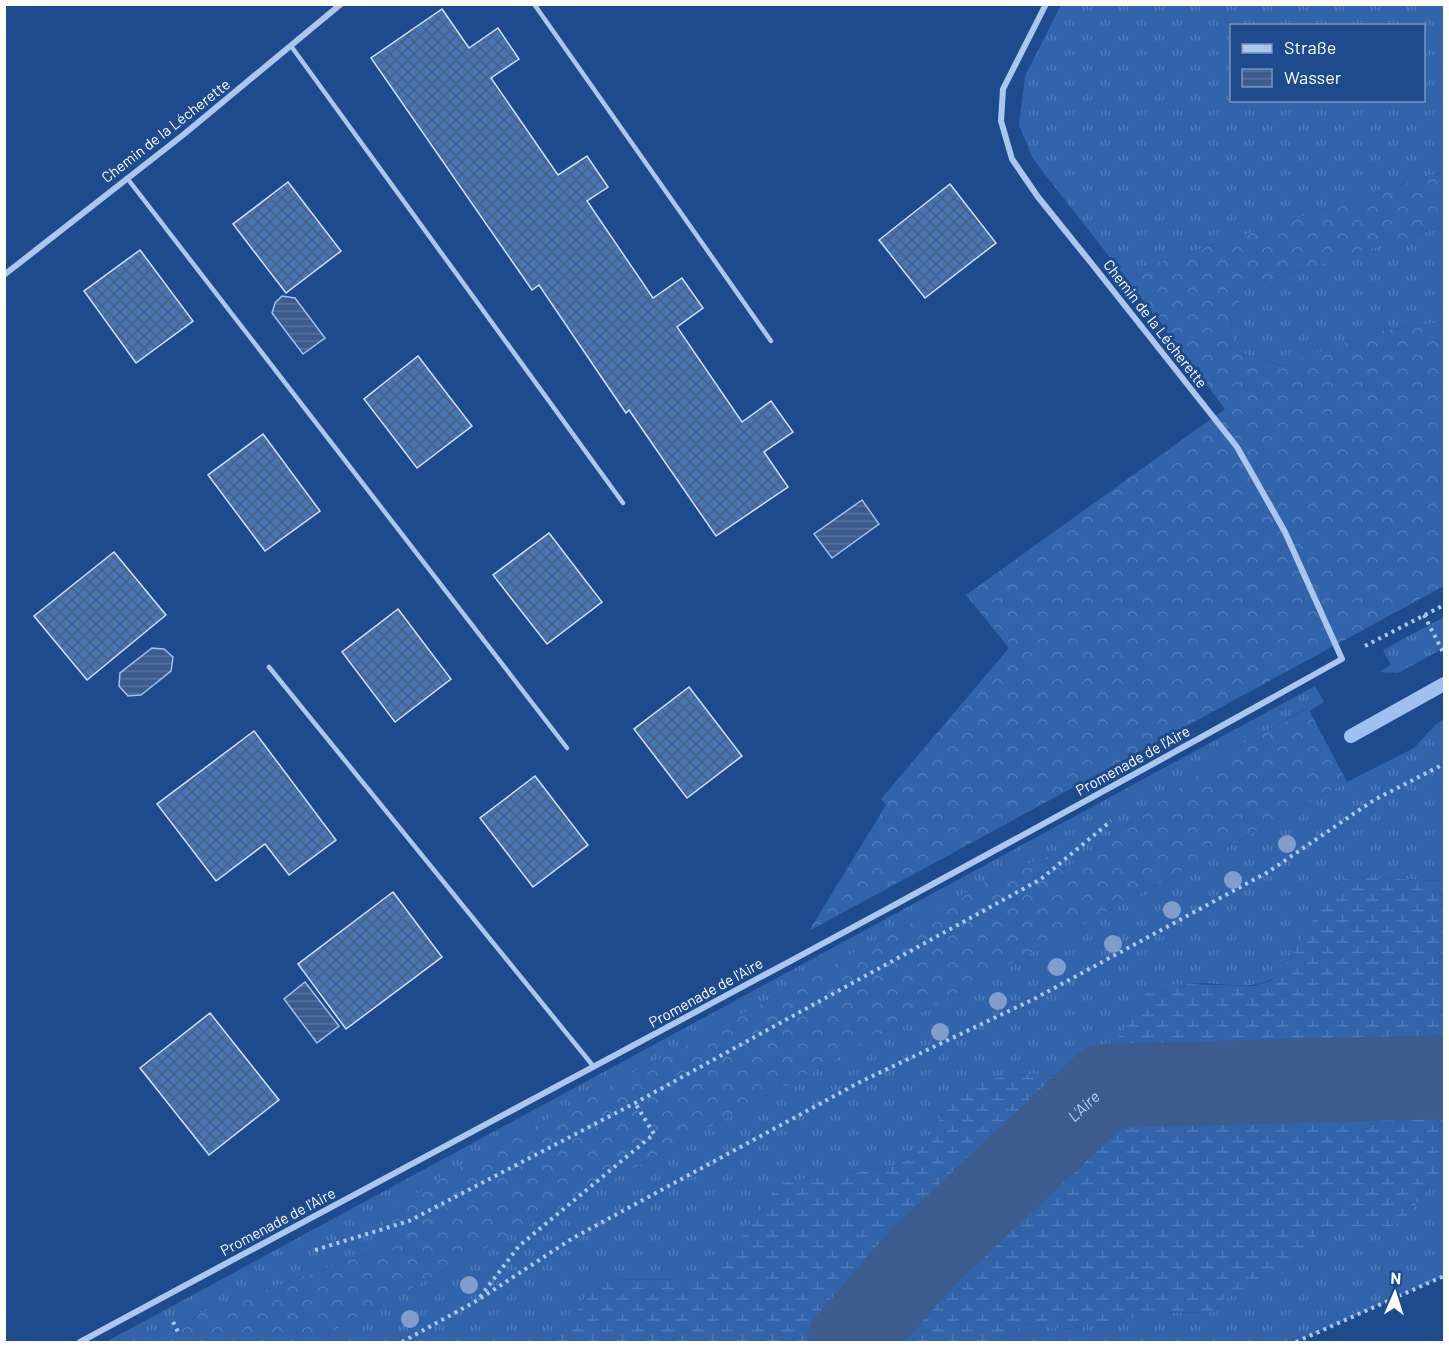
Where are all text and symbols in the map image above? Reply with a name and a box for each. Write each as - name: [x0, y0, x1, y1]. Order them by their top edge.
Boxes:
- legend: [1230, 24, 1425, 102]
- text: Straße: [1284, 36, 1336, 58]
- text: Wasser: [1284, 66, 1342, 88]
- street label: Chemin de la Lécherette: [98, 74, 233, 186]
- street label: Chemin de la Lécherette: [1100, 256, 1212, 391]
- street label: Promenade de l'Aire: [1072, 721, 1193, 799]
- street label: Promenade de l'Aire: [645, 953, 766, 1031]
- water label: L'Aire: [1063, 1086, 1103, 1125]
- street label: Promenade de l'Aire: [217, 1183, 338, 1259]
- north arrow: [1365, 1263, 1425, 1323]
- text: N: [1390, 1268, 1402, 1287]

* * *

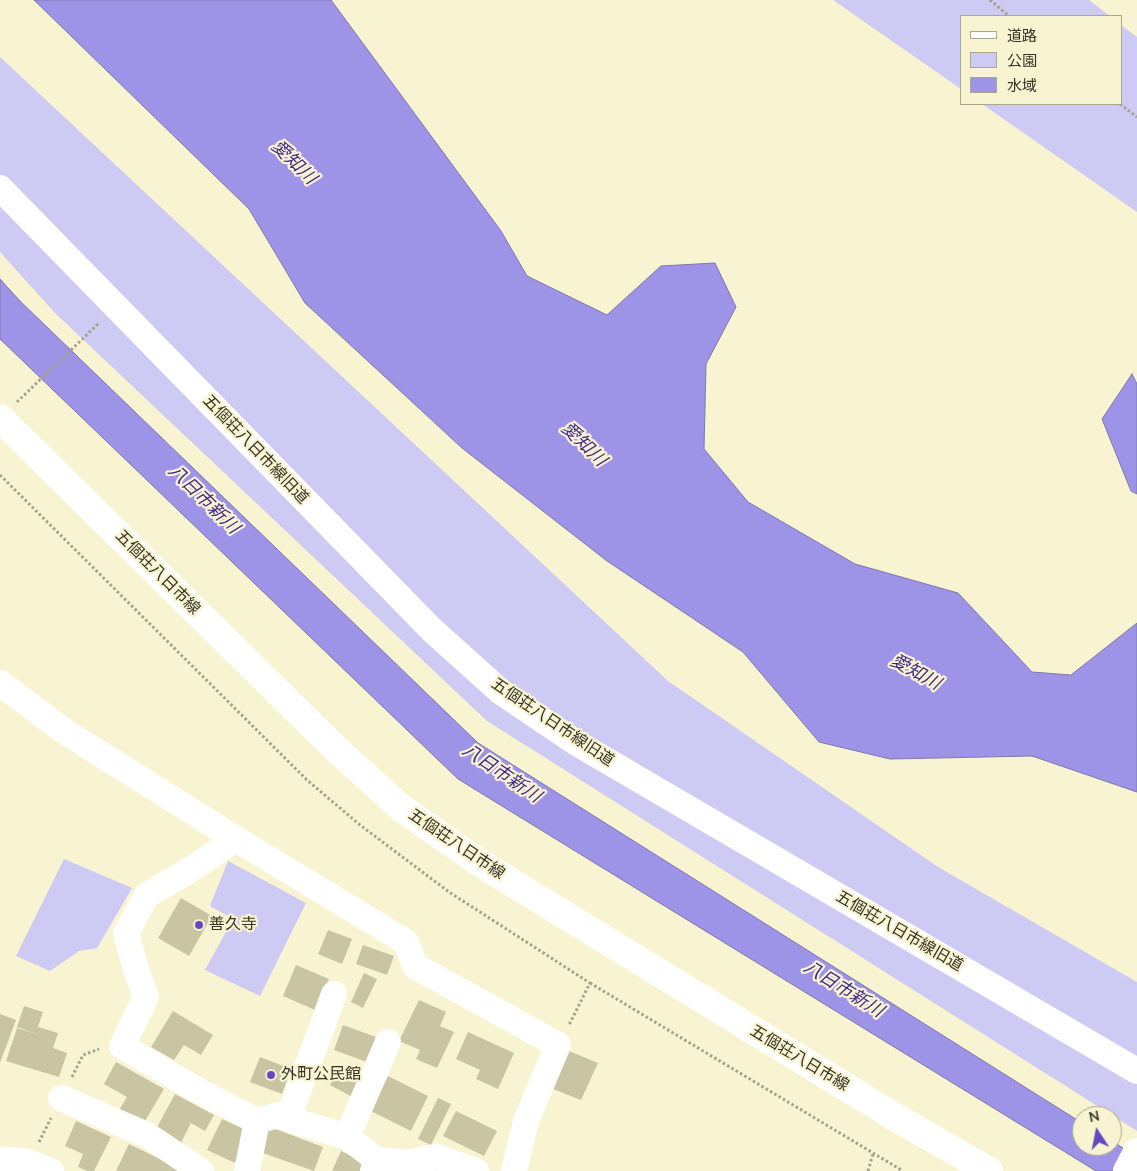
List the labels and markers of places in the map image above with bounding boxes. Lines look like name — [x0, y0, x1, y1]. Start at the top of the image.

■ What is being asked
Filtering the entries above by the word "name", copy each line that matches.

■ Solved problem
Where are all text and symbols in the map image above? Reply with a name and a box for each. Write each as - name: [x0, y0, x1, y1]. Order them by their top edge.
List the labels and markers of places in the map image above with bounding boxes. Lines look like name — [x0, y0, x1, y1]. Start at the top of the image.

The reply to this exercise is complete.